La soluzione a questo pericolo è chiara: un esame personale umile ed esigente e una comprensione piena di carità verso gli altri. Così san Josemaría spiegava l’atteggiamento che Gesù ci chiede: “Ciascuno di noi ha il suo temperamento, i suoi gusti personali, il suo carattere – un caratteraccio, a volte –, i suoi difetti. Ognuno ha anche i lati piacevoli della sua personalità, e per questo – e per molte altre ragioni – gli si può voler bene. La convivenza è possibile quando tutti si sforzano di correggere i propri difetti e cercano di passar sopra alle manchevolezze degli altri; quando cioè vi è amore, che supera e annulla tutto quanto potrebbe falsamente sembrare motivo di separazione e di divergenza. Se invece si drammatizzano i piccoli contrasti e ci si comincia a rinfacciare mutuamente i difetti e gli sbagli, la pace è finita e si corre il pericolo di far morire l’affetto”.
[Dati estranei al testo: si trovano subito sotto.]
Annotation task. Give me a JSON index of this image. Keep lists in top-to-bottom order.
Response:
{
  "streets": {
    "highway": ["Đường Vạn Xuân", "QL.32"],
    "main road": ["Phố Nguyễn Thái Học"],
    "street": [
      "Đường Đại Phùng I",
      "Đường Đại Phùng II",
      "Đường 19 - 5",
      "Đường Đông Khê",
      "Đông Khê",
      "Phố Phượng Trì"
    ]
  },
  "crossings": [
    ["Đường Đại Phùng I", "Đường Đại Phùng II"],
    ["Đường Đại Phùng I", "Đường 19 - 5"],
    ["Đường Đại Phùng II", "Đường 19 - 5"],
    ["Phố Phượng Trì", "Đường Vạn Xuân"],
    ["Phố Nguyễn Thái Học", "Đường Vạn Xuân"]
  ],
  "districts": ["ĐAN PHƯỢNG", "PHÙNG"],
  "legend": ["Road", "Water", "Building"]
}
L’apostolo san Giovanni, spiega che Gesù ci chiede di amarci “non a parole né con la lingua, ma coi fatti e nella verità” (1 Gv 3, 18). Può essere facile denunciare i difetti altrui; è più difficile, ma molto più efficace, invitare gli altri a correggersi mediante l’esempio e la testimonianza della nostra lotta personale. Forse per questo Gesù in questo vangelo fa anche osservare che gli alberi si conoscono dai loro frutti. E non c’è un albero buono che dia cattivo frutto né viceversa. Gesù ci incoraggia ad avere un cuore come il suo, che mette in evidenza con le opere la sua immensa carità. Come spiega Papa Francesco, “si riconosce se uno è un vero cristiano, come dai frutti si riconosce l’albero”. In unione con Gesù, “tutta la nostra persona viene trasformata dalla grazia dello Spirito: anima, intelligenza, volontà, affetti, e anche il corpo, perché noi siamo unità di spirito e corpo. Riceviamo un nuovo modo di essere, la vita di Cristo diventa nostra: possiamo pensare come Lui, agire come Lui, vedere il mondo e le cose con gli occhi di Gesù”. Allora ci sarà facile essere umili e comprensivi, aiutare gli altri a migliorare e impegnarci veramente con carità nelle opere.